Despropositada idéia do terceiro mandato
Pela vontade do Governo no poder, deveriam ser aprovadas a continuidade da CPMF e também a reeleição de Lula para um terceiro mandato consecutivo, seguindo o exemplo da Venezuela de Hugo Chavez. Mas como as duas coisas juntas são impossíveis, os estrategistas governamentais logo perceberam, e a óbvia providência foi se proclamarem contra a nova reeleição. Porque defender tal idéia significaria perder as duas causas. Se (depois de já aprovada pela Câmara) a prorrogação da CPMF é tida como certa também no Senado - porque as ditas oposições são só fogo de palha - jamais os partidos, mesmo os aliados do Governo, abririam mão de concorrer com candidatos próprios à disputa presidencial.

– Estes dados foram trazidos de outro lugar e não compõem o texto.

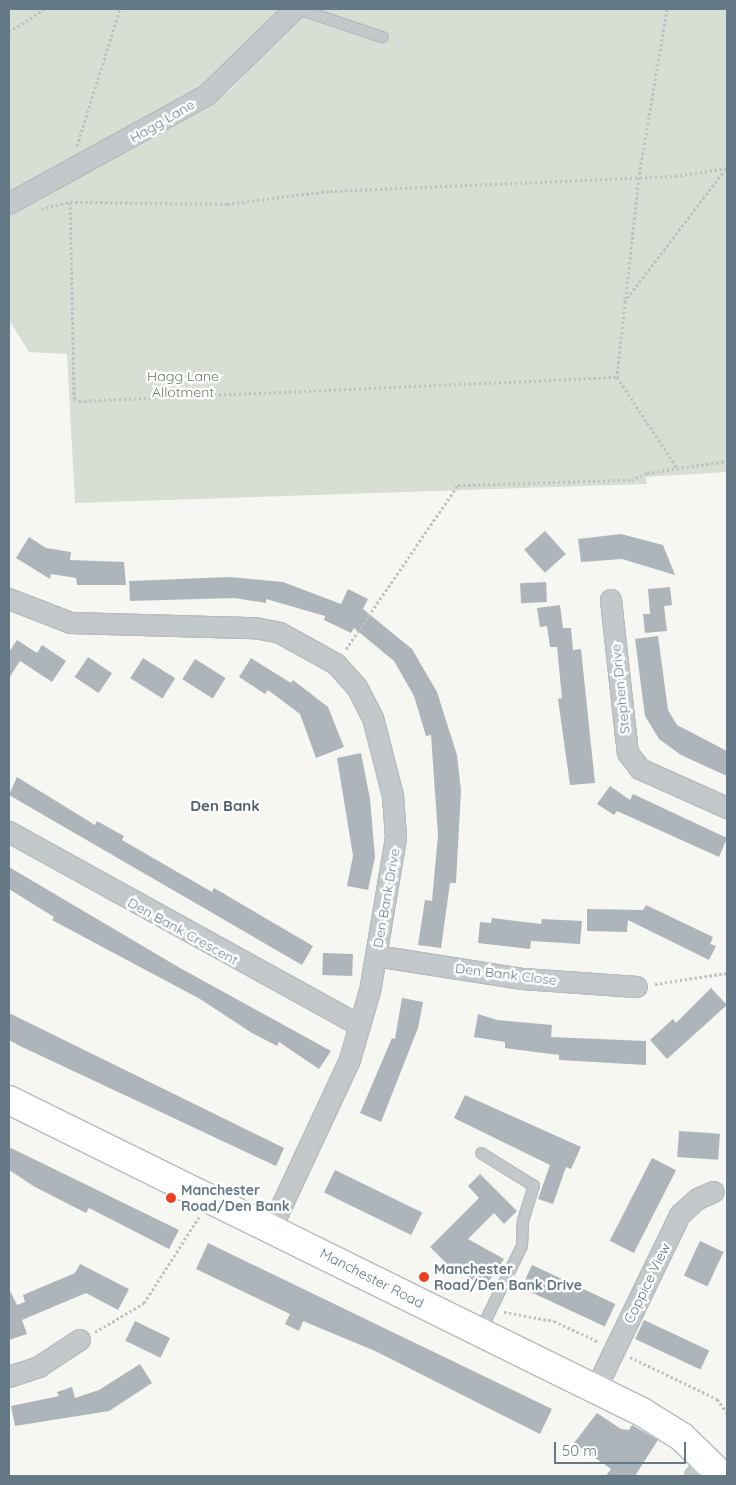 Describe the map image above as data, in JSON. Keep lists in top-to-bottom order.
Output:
{
  "streets": {
    "main road": ["Manchester Road"],
    "street": [
      "Hagg Lane",
      "Stephen Drive",
      "Den Bank Drive",
      "Den Bank Crescent",
      "Den Bank Close",
      "Coppice View"
    ]
  },
  "crossings": [
    ["Den Bank Drive", "Den Bank Crescent"],
    ["Den Bank Drive", "Den Bank Close"],
    ["Den Bank Drive", "Manchester Road"],
    ["Manchester Road", "Coppice View"]
  ],
  "districts": ["Den Bank"],
  "parks": ["Hagg Lane Allotment"],
  "places": ["Manchester Road/Den Bank", "Manchester Road/Den Bank Drive"],
  "scale_bar": "50 m"
} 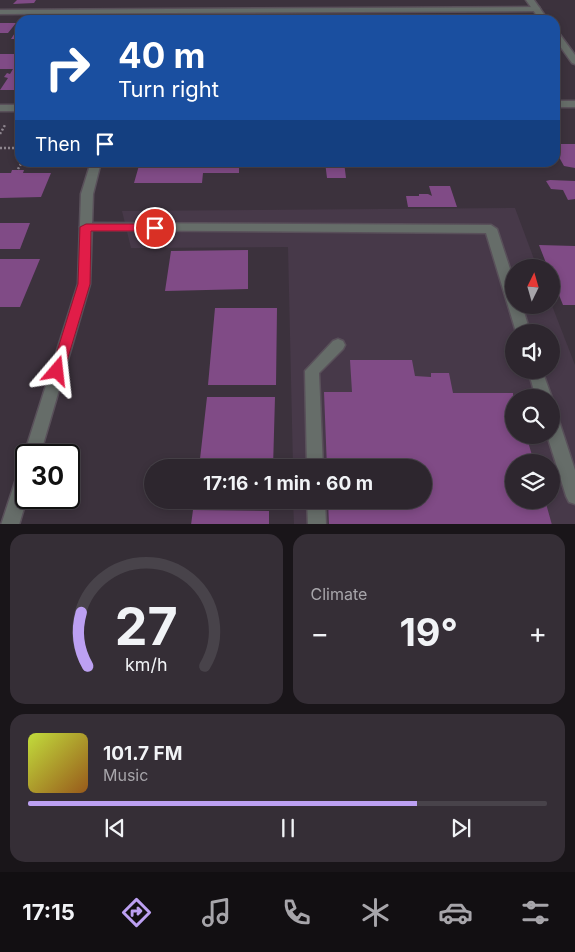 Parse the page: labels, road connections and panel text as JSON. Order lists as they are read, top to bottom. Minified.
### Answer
{"north":"top","page":{"turn":["40 m","Turn right"],"then":"Then","limit":"30","trip":"17:16 · 1 min · 60 m","tile":"Climate","heat":["−","19°","+"],"song":["101.7 FM","Music"],"tabs":"17:15","gauge":["27","km/h"]}}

Difícil de acreditar mas a Câmara desarquivou o projeto propondo eleições infinitas, o que deve ter ocorrido por inspiração emanada de fonte governamental, mas imediatamente o Governo deve ter descoberto que tal absurdo, se levado adiante, comprometeria a esperada reaprovação da CPMF. Estas são coisas que acontecem na República, mas não fora de razão, porque o povo carente, que pesa no prato da balança eleitoral porque embalado pela benesse da bolsa-família, é capaz de manter no poder um governo populista como o que está instalado. Essa perspectiva contagia o governante mor, que imagina estar fazendo o melhor dos governos.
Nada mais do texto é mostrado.